The price of government debt in both the UK and Germany hit record lows today, as investors rushed into safe haven assets with the EU referendum and further monetary stimulus on the horizon.
The yield on the benchmark 10-year UK bonds hit 1.22 per cent this morning, the lowest since Bloomberg starting tracking the cost of debt in 1989. The 10-year German bund edged down to 0.05 per cent as Commerzbank analysts hinted it could turn negative within the next week.
Referendum fears in the UK could be responsible for pushing investors away from riskier assets like equities, currencies, commodities and property and into the relative safety of government debt.
"The low yield on government bonds paints a pretty pessimistic picture of the global economy, and suggests we are set for an extended period of low or negative inflation, and weak economic performance," said Laith Khalaf, senior analyst at Hargreaves Lansdown.
The Bank of England has said it may have to look at additional monetary stimulus if the UK votes to leave. Either lower interest rates or an extra bout of quantitative easing would, in theory, push down the cost of borrowing government debt by creating extra demand. Therefore, today's market prices could be partially pricing in the possibility of further falls in yield prices.
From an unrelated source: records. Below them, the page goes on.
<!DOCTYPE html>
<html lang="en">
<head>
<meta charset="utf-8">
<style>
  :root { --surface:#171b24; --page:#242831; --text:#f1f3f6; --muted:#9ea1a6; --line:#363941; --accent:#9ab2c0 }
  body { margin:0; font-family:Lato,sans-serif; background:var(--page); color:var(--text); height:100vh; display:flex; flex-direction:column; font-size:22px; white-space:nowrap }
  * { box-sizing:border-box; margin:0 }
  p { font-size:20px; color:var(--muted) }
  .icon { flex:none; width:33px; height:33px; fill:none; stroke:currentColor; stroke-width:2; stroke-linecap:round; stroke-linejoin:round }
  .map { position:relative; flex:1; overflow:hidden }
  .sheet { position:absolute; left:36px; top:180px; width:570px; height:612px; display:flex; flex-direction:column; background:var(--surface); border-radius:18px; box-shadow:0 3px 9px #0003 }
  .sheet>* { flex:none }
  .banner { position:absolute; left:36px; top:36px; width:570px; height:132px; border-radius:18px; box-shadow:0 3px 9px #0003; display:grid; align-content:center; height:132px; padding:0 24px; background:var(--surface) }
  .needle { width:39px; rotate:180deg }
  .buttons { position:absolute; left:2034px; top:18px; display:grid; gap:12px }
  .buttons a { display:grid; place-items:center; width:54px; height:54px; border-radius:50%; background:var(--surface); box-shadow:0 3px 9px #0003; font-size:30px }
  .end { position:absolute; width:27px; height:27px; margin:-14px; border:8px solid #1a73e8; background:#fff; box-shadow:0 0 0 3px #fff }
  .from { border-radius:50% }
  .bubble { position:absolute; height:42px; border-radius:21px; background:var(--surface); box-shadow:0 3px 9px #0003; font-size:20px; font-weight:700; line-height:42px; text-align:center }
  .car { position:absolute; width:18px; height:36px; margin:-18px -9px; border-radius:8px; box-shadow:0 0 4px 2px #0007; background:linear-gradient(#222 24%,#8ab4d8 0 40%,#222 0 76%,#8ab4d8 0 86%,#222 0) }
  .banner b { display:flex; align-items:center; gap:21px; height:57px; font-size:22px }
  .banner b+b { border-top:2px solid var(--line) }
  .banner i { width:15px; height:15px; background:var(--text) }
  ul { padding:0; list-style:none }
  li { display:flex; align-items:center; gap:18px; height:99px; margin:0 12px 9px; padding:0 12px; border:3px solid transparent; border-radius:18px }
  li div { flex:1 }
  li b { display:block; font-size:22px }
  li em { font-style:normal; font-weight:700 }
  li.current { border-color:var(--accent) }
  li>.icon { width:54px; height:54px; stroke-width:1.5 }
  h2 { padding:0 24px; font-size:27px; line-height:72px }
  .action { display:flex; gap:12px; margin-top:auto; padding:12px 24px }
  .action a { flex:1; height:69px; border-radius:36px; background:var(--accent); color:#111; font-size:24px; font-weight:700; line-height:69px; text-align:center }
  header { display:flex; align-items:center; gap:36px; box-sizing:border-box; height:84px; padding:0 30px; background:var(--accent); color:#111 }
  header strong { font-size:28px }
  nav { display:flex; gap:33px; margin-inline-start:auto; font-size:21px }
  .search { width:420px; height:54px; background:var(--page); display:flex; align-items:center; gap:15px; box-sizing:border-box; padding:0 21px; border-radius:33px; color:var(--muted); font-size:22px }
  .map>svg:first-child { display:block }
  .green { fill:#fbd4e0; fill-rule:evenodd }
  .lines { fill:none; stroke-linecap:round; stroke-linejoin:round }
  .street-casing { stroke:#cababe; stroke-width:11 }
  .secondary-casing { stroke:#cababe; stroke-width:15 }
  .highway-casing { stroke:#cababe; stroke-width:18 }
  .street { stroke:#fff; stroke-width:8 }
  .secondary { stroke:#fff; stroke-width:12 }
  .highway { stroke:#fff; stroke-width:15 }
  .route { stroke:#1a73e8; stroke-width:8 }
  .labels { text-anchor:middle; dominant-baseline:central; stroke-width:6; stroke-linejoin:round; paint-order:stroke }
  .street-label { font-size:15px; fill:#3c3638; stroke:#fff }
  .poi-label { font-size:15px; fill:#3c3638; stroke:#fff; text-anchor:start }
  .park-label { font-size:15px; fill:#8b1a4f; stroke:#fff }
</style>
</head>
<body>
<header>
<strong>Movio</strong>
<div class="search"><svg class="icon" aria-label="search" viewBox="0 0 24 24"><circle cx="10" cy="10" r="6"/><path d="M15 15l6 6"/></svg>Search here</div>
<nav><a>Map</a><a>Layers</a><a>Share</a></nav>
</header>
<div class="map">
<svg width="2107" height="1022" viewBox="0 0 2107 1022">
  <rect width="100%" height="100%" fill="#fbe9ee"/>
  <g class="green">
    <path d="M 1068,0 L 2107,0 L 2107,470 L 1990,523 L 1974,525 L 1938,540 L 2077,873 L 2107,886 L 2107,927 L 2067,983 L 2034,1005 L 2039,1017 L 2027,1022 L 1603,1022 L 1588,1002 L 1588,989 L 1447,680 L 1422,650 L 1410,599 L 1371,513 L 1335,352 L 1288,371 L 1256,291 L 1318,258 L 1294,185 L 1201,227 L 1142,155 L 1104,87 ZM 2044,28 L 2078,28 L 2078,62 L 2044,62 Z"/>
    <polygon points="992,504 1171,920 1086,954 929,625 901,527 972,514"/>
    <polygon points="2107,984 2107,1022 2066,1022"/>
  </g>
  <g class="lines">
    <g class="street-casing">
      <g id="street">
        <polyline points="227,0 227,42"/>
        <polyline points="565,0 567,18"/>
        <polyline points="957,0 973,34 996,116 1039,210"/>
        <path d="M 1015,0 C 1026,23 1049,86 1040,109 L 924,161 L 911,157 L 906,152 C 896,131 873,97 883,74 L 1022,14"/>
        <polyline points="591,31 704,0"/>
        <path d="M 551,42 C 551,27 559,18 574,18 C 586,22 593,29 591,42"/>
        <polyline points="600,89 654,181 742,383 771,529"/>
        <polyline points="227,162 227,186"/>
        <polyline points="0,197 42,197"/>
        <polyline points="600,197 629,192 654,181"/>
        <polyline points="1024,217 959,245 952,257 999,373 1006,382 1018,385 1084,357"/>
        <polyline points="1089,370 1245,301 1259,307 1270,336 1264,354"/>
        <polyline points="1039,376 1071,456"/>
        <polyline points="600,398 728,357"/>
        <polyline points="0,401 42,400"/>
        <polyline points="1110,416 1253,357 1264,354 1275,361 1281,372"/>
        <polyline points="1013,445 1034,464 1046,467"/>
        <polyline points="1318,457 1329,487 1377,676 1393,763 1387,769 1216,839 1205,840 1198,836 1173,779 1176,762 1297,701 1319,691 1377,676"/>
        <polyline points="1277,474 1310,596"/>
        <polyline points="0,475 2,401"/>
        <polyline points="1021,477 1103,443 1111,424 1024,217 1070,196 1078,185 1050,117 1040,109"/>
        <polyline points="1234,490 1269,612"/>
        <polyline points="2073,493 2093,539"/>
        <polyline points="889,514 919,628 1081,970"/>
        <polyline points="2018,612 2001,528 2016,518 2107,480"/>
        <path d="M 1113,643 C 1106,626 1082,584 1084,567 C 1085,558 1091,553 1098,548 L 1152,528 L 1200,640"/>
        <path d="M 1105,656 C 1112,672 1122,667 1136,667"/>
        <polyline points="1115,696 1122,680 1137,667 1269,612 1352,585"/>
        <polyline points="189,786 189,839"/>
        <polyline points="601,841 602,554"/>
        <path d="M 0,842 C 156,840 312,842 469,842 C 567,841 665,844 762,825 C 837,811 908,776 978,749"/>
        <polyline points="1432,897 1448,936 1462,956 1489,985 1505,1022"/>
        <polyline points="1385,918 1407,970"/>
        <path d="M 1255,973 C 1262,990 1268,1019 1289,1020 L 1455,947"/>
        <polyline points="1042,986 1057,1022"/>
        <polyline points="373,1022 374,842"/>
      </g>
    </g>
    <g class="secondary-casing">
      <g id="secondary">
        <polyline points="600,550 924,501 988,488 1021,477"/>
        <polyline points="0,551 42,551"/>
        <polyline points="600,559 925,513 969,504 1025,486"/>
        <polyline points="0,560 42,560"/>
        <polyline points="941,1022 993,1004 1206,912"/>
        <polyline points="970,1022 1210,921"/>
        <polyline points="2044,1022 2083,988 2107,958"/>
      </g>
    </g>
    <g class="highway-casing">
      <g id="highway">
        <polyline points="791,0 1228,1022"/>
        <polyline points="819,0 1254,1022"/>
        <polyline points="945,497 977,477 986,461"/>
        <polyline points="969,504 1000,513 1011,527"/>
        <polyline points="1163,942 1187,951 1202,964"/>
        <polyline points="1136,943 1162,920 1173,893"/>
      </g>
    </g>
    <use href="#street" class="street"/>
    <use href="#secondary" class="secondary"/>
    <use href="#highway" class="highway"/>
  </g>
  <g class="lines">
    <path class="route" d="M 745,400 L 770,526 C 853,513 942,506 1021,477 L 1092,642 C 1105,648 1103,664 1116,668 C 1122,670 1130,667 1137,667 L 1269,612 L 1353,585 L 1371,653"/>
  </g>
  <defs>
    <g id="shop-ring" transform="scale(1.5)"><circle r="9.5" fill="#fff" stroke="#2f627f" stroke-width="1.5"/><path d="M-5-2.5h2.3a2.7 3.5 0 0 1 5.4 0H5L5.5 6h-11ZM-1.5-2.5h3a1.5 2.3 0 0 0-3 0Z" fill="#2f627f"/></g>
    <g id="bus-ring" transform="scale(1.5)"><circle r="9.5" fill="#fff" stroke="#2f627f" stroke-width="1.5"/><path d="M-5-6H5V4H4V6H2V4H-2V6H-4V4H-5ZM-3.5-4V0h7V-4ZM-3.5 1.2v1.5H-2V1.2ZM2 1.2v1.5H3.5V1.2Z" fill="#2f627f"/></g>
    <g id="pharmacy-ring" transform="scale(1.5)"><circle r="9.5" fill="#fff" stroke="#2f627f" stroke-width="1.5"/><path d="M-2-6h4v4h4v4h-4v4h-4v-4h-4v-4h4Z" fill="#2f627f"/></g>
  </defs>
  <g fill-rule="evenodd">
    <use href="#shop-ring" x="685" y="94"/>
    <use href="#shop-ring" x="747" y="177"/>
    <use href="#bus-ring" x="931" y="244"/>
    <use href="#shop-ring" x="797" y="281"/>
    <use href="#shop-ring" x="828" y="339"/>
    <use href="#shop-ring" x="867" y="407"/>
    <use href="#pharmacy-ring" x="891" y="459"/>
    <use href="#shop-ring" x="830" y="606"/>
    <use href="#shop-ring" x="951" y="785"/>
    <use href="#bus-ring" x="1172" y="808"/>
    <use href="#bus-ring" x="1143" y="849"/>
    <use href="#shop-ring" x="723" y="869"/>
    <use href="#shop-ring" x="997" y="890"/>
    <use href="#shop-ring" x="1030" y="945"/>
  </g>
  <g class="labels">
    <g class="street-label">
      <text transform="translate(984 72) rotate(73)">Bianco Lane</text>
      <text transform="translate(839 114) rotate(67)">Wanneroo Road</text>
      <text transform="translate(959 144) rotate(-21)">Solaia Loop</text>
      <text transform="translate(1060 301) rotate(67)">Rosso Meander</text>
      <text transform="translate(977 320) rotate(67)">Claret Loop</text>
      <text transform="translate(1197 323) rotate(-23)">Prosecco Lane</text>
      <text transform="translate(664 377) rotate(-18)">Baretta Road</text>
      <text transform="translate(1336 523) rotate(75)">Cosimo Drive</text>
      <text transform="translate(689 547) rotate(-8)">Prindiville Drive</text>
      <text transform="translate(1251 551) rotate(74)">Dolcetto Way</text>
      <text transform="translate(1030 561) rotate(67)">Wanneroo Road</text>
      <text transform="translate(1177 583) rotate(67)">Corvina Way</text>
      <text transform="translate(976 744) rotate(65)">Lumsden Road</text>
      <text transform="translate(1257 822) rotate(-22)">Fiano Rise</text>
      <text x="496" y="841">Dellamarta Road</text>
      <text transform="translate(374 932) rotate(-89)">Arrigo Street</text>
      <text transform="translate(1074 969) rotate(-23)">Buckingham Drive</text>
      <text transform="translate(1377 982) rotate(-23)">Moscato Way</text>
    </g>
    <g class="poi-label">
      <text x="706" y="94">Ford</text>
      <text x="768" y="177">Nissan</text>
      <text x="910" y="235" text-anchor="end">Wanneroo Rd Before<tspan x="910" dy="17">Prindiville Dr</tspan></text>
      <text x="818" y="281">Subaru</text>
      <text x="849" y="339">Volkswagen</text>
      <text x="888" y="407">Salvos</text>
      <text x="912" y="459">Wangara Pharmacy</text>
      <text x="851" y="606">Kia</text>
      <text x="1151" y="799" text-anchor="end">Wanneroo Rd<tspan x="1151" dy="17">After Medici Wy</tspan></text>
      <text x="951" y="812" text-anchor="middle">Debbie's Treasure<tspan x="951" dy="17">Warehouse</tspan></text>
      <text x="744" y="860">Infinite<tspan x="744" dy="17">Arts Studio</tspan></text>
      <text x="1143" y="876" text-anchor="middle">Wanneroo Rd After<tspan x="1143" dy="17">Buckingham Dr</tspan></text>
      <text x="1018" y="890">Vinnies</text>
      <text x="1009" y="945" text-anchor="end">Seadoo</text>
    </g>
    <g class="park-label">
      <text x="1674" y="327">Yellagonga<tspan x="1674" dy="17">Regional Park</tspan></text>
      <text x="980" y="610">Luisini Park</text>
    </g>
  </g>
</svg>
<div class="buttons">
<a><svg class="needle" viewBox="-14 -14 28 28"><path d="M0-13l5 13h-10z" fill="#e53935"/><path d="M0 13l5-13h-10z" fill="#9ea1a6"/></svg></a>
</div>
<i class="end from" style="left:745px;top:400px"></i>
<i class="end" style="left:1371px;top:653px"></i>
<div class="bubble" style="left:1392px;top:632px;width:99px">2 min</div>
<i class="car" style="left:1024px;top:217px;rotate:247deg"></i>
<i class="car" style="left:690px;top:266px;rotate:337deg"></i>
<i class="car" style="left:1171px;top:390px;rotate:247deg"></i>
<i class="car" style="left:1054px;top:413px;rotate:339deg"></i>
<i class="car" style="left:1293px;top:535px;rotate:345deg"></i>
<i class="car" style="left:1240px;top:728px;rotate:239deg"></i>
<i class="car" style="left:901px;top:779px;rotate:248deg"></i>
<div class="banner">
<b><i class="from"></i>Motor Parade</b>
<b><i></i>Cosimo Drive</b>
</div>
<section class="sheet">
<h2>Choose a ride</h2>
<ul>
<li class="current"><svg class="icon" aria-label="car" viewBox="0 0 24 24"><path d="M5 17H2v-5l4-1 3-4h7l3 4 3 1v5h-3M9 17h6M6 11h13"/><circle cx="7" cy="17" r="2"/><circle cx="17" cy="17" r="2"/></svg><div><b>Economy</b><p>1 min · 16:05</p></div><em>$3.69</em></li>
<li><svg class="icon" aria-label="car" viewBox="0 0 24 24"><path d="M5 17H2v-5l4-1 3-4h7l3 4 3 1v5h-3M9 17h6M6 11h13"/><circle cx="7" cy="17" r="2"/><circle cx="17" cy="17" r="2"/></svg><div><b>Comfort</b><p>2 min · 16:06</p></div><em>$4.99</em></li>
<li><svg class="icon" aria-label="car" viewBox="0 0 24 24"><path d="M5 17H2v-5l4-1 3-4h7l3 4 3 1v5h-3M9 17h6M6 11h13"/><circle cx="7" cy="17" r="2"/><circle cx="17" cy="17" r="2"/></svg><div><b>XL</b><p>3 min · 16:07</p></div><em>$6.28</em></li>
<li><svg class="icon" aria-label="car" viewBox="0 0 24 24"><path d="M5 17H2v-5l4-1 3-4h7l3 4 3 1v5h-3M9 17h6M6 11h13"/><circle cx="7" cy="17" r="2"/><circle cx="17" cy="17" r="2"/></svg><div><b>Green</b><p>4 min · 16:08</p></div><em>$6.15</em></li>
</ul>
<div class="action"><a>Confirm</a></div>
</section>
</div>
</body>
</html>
However, there are also longer-term factors at play, according to Nick Gartside, international chief investment officer at JP Morgan. "There is clearly uncertainty around the referendum, and anytime you get uncertainty government bonds are a beneficiary of that.
"But the UK economy is slowing, and has been slowing now for 18 months – both significantly highly growth and significantly higher inflation [which could push yields higher] are absent," he told City A.M.
Gartside said he could see yields dropping below one per cent in the event of a vote to leave, whereas in Germany it was "only a matter of weeks before they go through zero".
|June 2015||0.95 per cent||2.09 per cent|
|May 2016||0.13 per cent||1.40 per cent|
|June 2016||0.05 per cent||0.95 per cent|
Yields have fallen 0.11 percentage points – a dramatic shift with returns already so low in such a deep market – from 1.34 per cent last week.
German borrowing costs have also collapsed over the last year, falling from 0.95 per cent to 0.05 per cent during the first year of the European Central Bank (ECB)'s quantitative easing programme.